Heute findet in Görlitz der Prozess gegen einen der 4000 Aktivist*innen statt, die im Mai in der Lausitz unter dem Banner „Ende Gelände“ gegen die klimaschädliche Kohlekraft protestiert hatten. Dem Aktivisten wird vorgeworfen, sich gemeinsam mit vielen anderen an die Schienenstrecke angekettet und damit die Versorgung des Kraftwerks „Schwarze Pumpe“ mit Kohle blockiert zu haben – derart, dass der siebtgrößte Klimakiller in Deutschland seine Leistung (!) auf 20 Prozent herunterfahren musste. Angeklagt ist der Aktivist nun wegen der „Störung öffentlicher Betriebe in einem besonders schweren Fall“.
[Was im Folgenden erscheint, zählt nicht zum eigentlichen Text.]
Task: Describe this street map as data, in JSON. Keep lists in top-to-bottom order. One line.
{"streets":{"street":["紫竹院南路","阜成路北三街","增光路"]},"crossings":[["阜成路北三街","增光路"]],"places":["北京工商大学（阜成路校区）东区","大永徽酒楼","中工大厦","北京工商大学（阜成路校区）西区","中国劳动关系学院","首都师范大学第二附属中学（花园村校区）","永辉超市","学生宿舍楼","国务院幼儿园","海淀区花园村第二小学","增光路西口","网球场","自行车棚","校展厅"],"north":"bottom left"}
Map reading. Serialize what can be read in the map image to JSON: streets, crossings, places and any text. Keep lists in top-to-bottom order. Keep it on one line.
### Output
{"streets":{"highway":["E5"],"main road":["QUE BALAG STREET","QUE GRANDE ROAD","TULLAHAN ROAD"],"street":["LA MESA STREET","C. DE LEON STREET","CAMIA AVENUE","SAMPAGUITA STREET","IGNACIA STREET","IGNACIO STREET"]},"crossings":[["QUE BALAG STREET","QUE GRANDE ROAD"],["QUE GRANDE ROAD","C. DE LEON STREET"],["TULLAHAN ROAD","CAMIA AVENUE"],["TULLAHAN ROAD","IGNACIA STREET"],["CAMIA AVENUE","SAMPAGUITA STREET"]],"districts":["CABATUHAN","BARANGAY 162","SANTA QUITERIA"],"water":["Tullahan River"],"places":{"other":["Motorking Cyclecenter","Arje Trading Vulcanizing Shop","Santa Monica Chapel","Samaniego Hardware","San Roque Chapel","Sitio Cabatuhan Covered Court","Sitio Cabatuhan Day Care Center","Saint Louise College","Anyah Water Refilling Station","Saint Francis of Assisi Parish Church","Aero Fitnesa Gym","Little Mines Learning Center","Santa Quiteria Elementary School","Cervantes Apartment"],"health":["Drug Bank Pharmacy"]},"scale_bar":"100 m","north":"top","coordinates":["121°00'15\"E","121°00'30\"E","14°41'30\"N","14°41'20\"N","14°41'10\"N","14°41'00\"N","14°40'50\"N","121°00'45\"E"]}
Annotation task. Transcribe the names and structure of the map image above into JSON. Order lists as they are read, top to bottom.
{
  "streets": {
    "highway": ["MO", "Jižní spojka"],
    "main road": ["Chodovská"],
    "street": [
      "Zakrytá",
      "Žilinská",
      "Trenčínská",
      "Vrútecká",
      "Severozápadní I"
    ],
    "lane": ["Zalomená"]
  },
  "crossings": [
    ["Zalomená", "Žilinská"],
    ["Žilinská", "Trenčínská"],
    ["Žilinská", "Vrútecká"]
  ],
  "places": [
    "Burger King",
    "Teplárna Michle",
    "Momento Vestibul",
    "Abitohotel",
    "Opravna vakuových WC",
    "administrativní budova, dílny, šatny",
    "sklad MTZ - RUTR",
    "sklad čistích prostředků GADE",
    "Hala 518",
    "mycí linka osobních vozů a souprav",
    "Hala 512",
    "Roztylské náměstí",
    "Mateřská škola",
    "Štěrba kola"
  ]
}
Eigentlich ist das krass. Schon richtig, dass es Gesetze gibt, die das Funktionieren unserer Gesellschaft und den Umgang miteinander regeln. Und dass ein Übertreten dieser Regeln auch sanktioniert wird. Krass ist, dass es nach unseren Gesetzen rechtens ist, durch den Betrieb von Kohlekraftwerken den Klimawandel zu verschärfen, obwohl dessen Folgen die Lebensgrundlagen von Millionen Menschen vor allem in den armen Ländern des Globalen Südens existenziell bedrohen: Zunehmende Dürren lassen die Ernten vertrocknen, Sturmfluten versalzen die küstennahen Felder, Überschwemmungen spülen nach schweren Regenfällen Hab und Gut der Menschen davon, und die kleinen Inselstaaten saufen wegen des steigenden Meeresspiegels ab. Folgerichtig hatte Raju Pandit Chhetri aus Nepal als Gastredner auf der parallel zur Kohle-Blockade stattfindenden Demonstration das Verbrennen von Kohle als Verbrechen gegenüber jenen Menschen bezeichnet, die unter dem Klimawandel leiden.

Dass unsere Gesetze die Geschäfte der Klimakiller schützen und nicht die vom Klimawandel betroffenen Menschen, liegt in erster Linie an der unzureichenden Klimaschutzpolitik der Bundesregierung und an ihrem Festhalten an der dreckigen Kohle. Das soll sich auch so bald nicht ändern, findet offenbar die Bundesregierung, die derzeit an ihrem Klimaschutzplan 2050 arbeitet. Im aktuellen Entwurf fehlen sowohl ausreichend ehrgeizige Klimaschutzziele wie auch der Ausstieg aus der Kohlekraft, vielleicht aus Feigheit oder mangelnder Vorstellungskraft, vermutlich aber eher, weil die Industrielobby unablässig zetert und den Niedergang der deutschen Wirtschaft heraufbeschwört. Und das nur ein halbes Jahr nach der Verabschiedung des Pariser Klimaschutzabkommens; schon ein starkes Stück. Wir finden das verantwortungslos.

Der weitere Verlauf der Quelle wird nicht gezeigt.